As it turned out, finding the hotel was no problem. It was a small wooden building with a sign, faded to illegibility, hanging over the front entrance, and a small veranda, which, like the paintwork, had seen better days. Charlie mounted the rickety steps with care, and went in.
The fan, affixed to the ceiling, kept the heavy, humid air moving, but did nothing to lower the temperature, she thought, wiping her face with a handkerchief as she looked round. She seemed to be in the bar, but the place was deserted. Charlie went over and rapped smartly on the unpolished wooden counter. There was a pause, then a small, fat man in a sleeveless vest and baggy trousers pushed his way through a beaded curtain behind the bar and stood looking at her in silently amazed enquiry.
Charlie said stiltedly, ‘Bom dia, senhor. Faia inglês?’
‘Não.’
Well, she supposed it had been too much to hope for, she thought resignedly as she delved for her phrase book.

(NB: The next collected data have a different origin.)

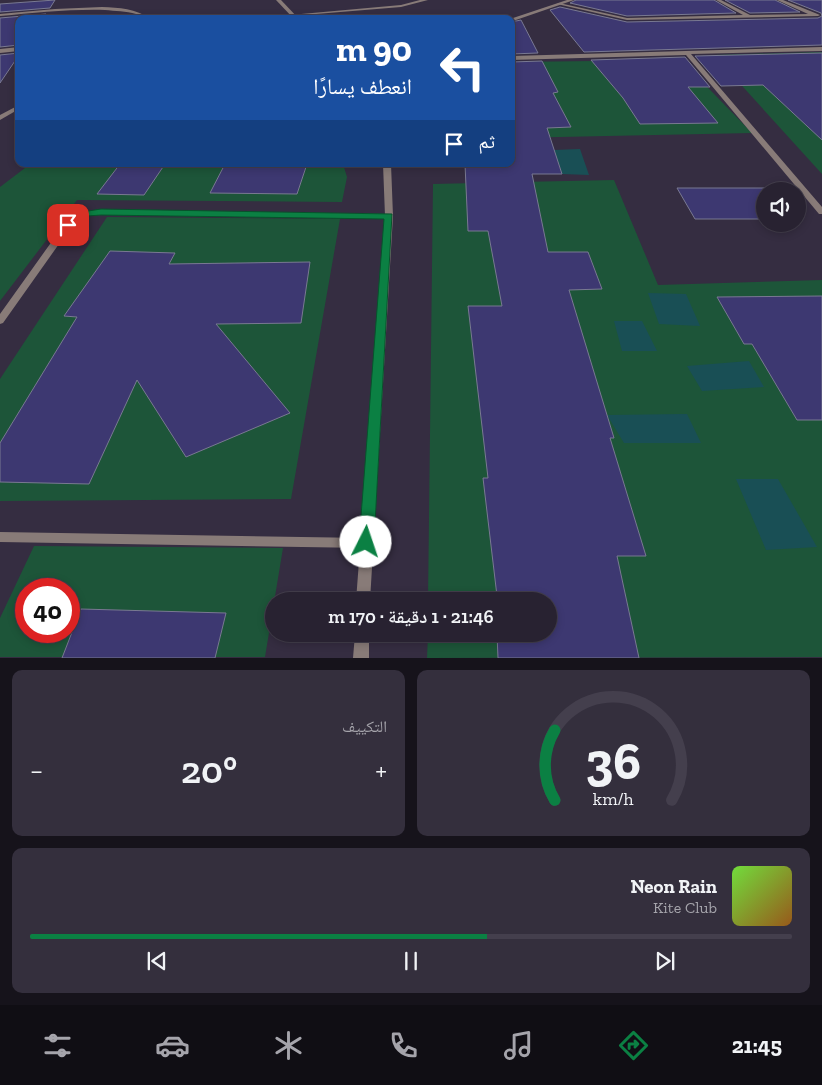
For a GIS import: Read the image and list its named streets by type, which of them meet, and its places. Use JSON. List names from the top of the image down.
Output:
{
  "page": {
    "turn": ["90 m", "انعطف يسارًا"],
    "then": "ثم",
    "limit": "40",
    "trip": "21:46 · 1 دقيقة · 170 m",
    "tile": "التكييف",
    "heat": ["−", "20°", "+"],
    "song": ["Neon Rain", "Kite Club"],
    "tabs": "21:45",
    "gauge": ["36", "km/h"]
  }
}
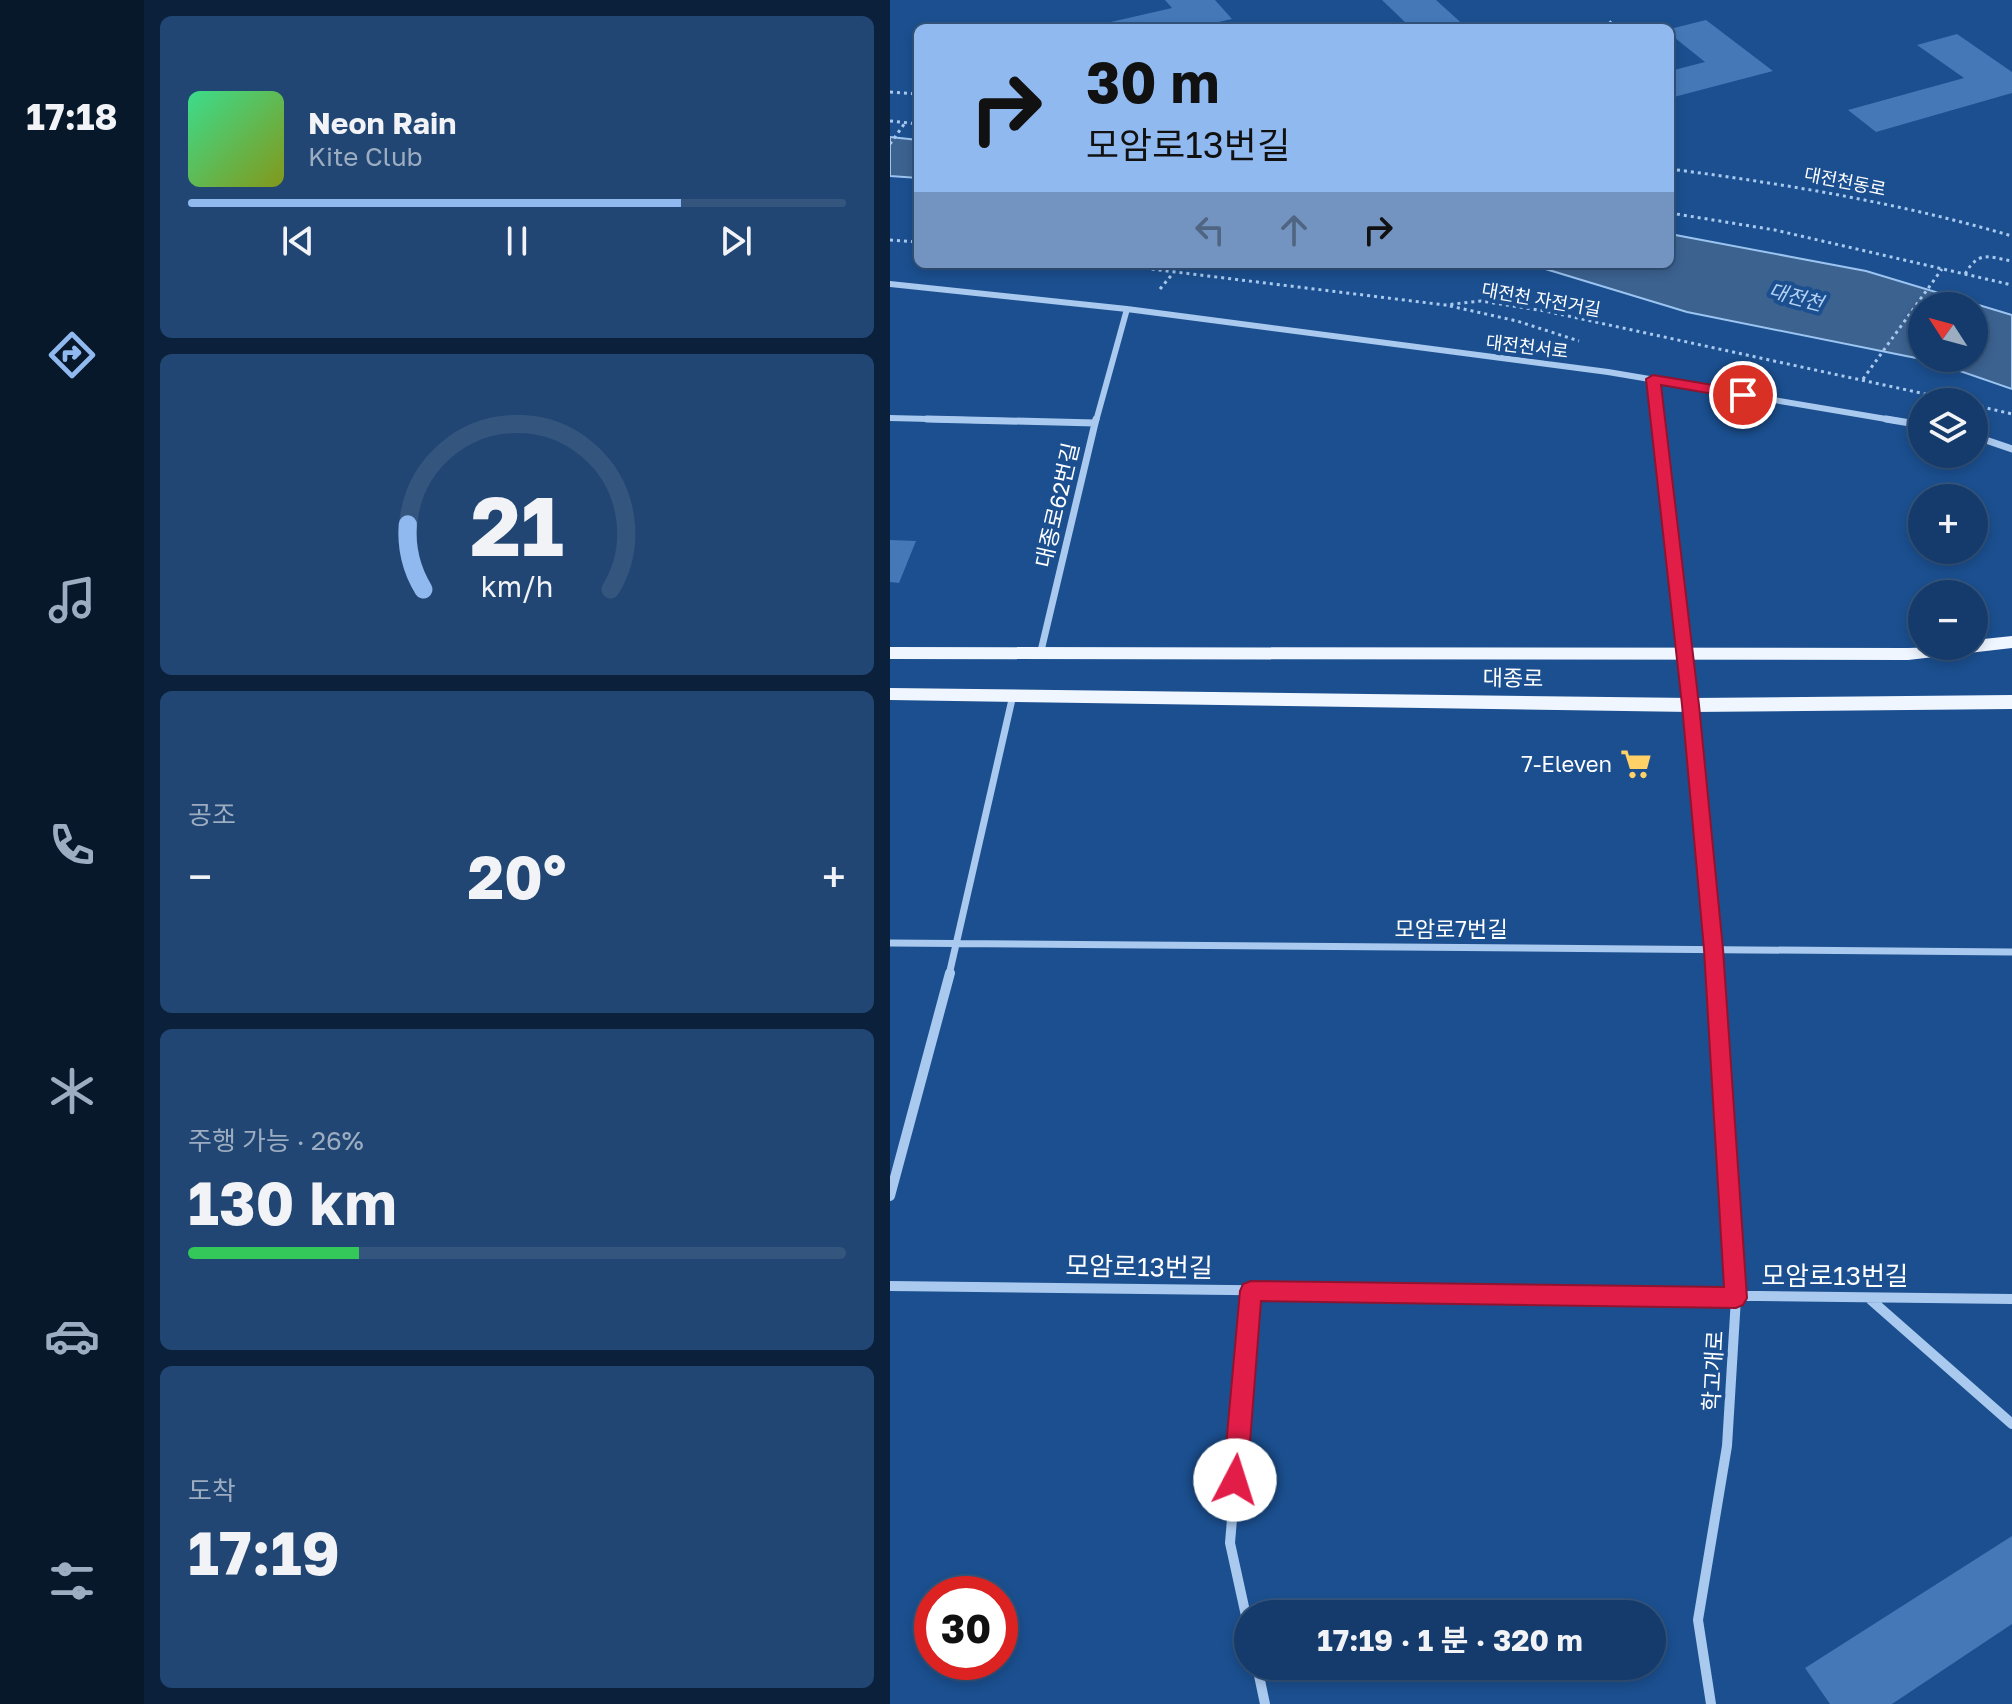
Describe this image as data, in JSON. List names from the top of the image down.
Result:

She produced the letter. ‘Tenho uma carta.’ She’d looked that up already. And also how to ask if the recipient was in residence. ‘O Senhor da Santana mora aqui?’
The man’s bemused expression deepened, and the shake of his head was a decided negative, but he took the letter from her, first wiping his hand on his trousers, and examined it as if it might bite him.
Charlie was almost relieved that the unknown Senhor da Santana didn’t live at the hotel after all. She hadn’t relished the prospect of trying to explain in her minimal Portuguese that Fay Preston had chickened out on his family’s hospitality. But then Ms Preston hadn’t seemed exactly a linguist either, so perhaps the senhor spoke a modicum of English.
She shrugged mentally. Well, she’d done all that she’d been asked, and now she could see something of the town before the Manoela sailed. It was clearly no use in pursuing any enquiries about Laragosa with the hotel proprietor, but tracing Philip Hughes had only been a silly dream anyway.
She realised the man was gesturing at her, pantomiming a drink, and she hesitated. Judging by what she’d seen on the way, this was the only bar in town, she thought, touching her dry lips with the tip of her tongue, so she might as well take advantage of it, unprepossessing though it was.